** Opening Task input block **

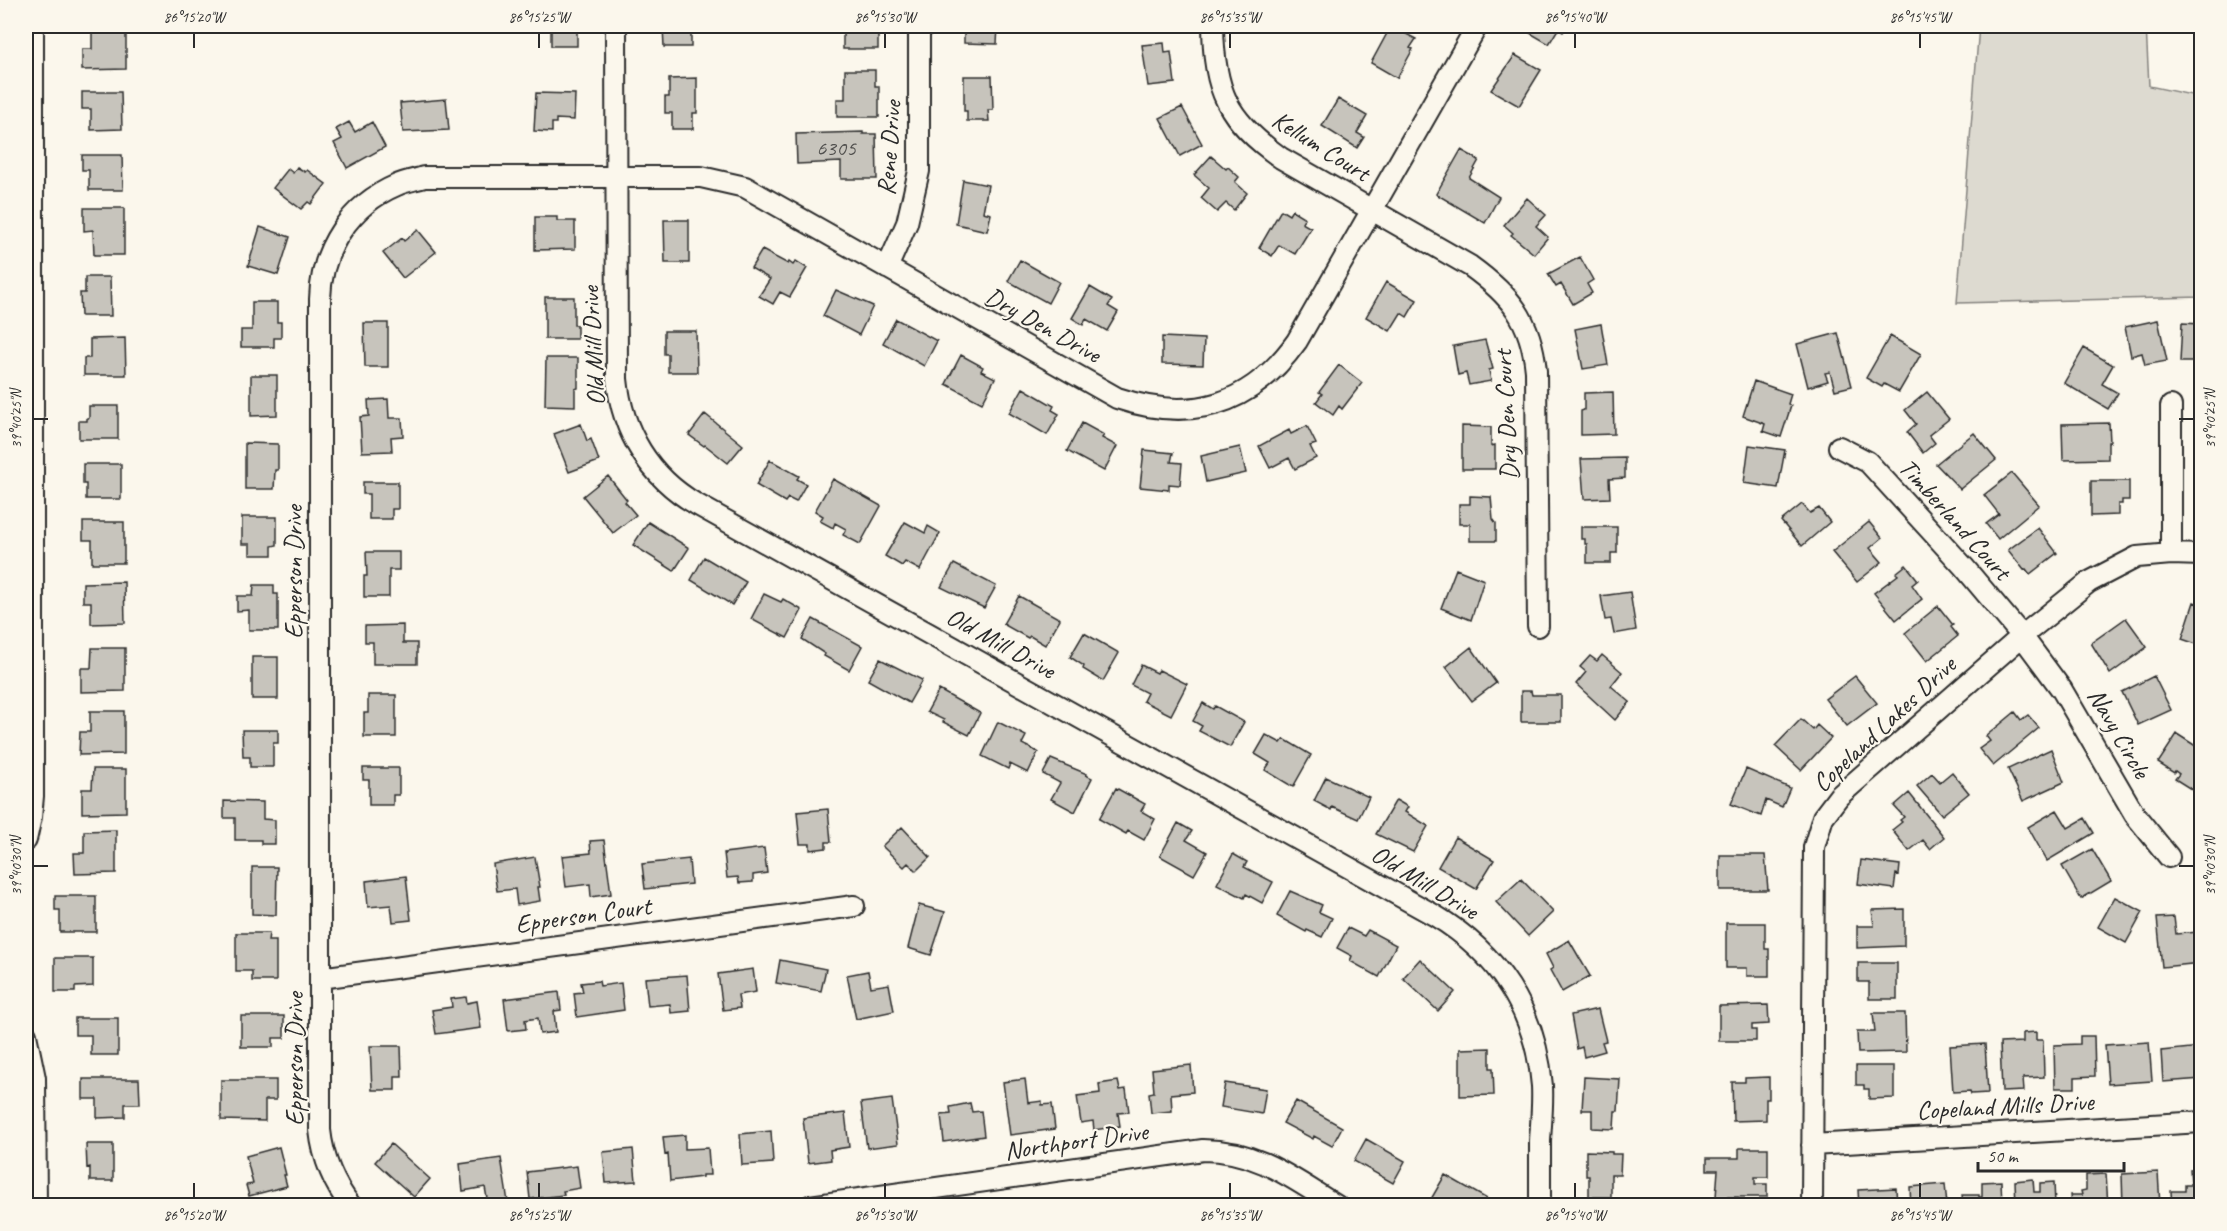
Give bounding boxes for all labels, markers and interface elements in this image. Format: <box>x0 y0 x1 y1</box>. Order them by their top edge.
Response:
text: 86°15'20"W <box>164 8 228 27</box>
text: 86°15'25"W <box>509 8 573 27</box>
text: 86°15'30"W <box>855 8 919 27</box>
text: 86°15'35"W <box>1200 8 1264 27</box>
text: 86°15'40"W <box>1545 8 1609 27</box>
text: 86°15'45"W <box>1890 8 1954 27</box>
street label: Rene Drive <box>869 97 909 196</box>
street label: Kellum Court <box>1266 103 1378 190</box>
house number: 6305 <box>816 134 857 162</box>
street label: Dry Den Drive <box>979 280 1108 371</box>
street label: Old Mill Drive <box>573 284 613 407</box>
street label: Dry Den Court <box>1486 347 1526 481</box>
text: 39°40'25"N <box>7 386 26 449</box>
text: 39°40'25"N <box>2201 386 2220 449</box>
street label: Timberland Court <box>1892 451 2020 589</box>
street label: Epperson Drive <box>277 503 310 639</box>
street label: Old Mill Drive <box>941 600 1063 687</box>
street label: Copeland Lakes Drive <box>1805 647 1965 799</box>
street label: Navy Circle <box>2080 682 2159 785</box>
text: 39°40'30"N <box>7 833 26 896</box>
text: 39°40'30"N <box>2201 833 2220 896</box>
street label: Old Mill Drive <box>1365 837 1486 928</box>
street label: Epperson Court <box>513 889 655 941</box>
street label: Epperson Drive <box>278 990 311 1126</box>
street label: Copeland Mills Drive <box>1916 1085 2096 1127</box>
street label: Northport Drive <box>1002 1114 1152 1167</box>
scale bar <box>1978 1135 2124 1173</box>
text: 50 m <box>1987 1145 2020 1167</box>
text: 86°15'20"W <box>164 1206 228 1225</box>
text: 86°15'25"W <box>509 1206 573 1225</box>
text: 86°15'30"W <box>855 1206 919 1225</box>
text: 86°15'35"W <box>1200 1206 1264 1225</box>
text: 86°15'40"W <box>1545 1206 1609 1225</box>
text: 86°15'45"W <box>1890 1206 1954 1225</box>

** Closing Task input block **

→ Work to be completed: Only the lines holding "Epperson" are wanted, so copy each of them from the material.

→ Result:
street label: Epperson Drive <box>277 503 310 639</box>
street label: Epperson Court <box>513 889 655 941</box>
street label: Epperson Drive <box>278 990 311 1126</box>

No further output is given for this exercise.